Another minor change to the top controls is that now the C1 custom function button has been replaced by a dedicated video recording button, as we see on the A7S III. Instead, the A7 IV has this second C1 button moved to the back of the camera next to the EVF, where the recording button was on the A7 III.

The main PASM Mode Dial on the top of the A7 IV remains similar to its predecessor in that it still lacks the locking button that we see on other Alpha cameras, such as the A1, A7R IV and A9 II. The selectable modes have also been simplified down to just the standard "PASM" modes, an Auto mode and three customizable preset modes. Movie mode, S&Q and Scene modes have been removed from the dial. However, the A7 IV introduces a new shooting mode switch underneath the Mode Dial. This new locking slider control lets you quickly switch between Photo mode, Movie mode and S&Q (Slow & Quick) mode. The locking feature is nice and helps avoid accidentally changing your primary shooting mode.
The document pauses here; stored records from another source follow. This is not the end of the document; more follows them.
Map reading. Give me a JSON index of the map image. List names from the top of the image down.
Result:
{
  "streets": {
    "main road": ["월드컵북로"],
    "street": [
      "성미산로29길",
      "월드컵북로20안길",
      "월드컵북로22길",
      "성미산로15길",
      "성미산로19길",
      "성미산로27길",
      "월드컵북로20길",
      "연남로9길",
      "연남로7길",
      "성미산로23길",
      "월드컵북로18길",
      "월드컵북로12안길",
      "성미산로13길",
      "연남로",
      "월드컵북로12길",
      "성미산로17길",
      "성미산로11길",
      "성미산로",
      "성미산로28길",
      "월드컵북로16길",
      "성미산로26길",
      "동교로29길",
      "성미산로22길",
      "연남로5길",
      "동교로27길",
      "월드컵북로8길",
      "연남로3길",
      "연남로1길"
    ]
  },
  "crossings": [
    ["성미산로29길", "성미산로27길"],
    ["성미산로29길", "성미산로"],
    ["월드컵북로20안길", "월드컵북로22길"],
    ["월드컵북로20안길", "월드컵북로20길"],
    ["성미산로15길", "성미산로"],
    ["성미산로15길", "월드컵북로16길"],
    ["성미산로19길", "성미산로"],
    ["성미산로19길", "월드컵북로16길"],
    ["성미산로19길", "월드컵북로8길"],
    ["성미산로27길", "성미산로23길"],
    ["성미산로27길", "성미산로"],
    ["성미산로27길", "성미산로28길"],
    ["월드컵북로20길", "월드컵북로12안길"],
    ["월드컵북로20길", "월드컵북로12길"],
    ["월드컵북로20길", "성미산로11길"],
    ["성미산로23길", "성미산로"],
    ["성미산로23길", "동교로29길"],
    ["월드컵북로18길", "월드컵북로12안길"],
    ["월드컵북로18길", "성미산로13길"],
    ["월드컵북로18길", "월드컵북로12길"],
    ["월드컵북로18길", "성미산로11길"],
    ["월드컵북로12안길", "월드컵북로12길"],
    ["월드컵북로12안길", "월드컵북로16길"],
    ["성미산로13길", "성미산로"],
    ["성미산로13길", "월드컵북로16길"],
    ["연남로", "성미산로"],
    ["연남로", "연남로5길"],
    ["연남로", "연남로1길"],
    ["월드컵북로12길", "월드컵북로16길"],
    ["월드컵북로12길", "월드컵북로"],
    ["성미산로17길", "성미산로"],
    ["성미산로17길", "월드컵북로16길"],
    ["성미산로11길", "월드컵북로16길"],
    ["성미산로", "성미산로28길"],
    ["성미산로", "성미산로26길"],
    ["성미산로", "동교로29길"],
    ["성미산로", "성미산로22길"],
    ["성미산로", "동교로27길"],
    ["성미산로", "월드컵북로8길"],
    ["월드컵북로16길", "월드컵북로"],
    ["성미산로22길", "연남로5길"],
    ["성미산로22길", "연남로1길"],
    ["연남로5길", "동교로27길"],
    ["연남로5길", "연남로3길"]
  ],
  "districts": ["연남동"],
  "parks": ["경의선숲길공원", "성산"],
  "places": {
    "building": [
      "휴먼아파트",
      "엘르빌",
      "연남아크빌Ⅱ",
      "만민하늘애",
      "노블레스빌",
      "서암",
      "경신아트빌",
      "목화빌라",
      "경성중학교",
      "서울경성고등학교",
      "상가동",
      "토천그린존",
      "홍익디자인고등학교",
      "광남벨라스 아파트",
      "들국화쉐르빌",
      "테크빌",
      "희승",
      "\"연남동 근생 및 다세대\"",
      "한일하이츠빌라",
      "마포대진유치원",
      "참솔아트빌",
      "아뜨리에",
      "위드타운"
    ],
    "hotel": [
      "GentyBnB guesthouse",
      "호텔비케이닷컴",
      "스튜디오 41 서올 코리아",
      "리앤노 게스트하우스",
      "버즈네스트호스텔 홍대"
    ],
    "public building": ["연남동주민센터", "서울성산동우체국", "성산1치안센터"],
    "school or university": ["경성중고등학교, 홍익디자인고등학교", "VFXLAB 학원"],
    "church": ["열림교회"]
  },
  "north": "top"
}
I do wish the main PASM mode dial had a locking feature, as well, like on many of Sony"s other, higher-end Alpha models, but the dial feels stiff enough that accidental mode changes are probably going to be rare for most people.

Regarding the Stills/Movie/S&Q mode switch, the camera also lets you customize nearly all the buttons and dials across the camera individually, depending on the shooting mode. For example, you can have controls set up for still photography and then an entirely separate set of button and dials functions customized for when you flip into Movie mode and S&Q mode. The level of customization the A7 IV offers is impressive.

On the left side of the EVF, we once again have a big blank spot. With the A1 and A9-series, Sony adds some additional controls, a dial for Drive mode and another for Focus mode. While I"d ideally love to have these additional physical controls on the A7 IV (and other A7-series cameras), I suppose it"s a differentiating factor between Sony"s more consumer-focused cameras and their pro models. Nonetheless, it feels like a big chunk of unused space on the camera, and perhaps a couple of additional custom function buttons would do nicely there.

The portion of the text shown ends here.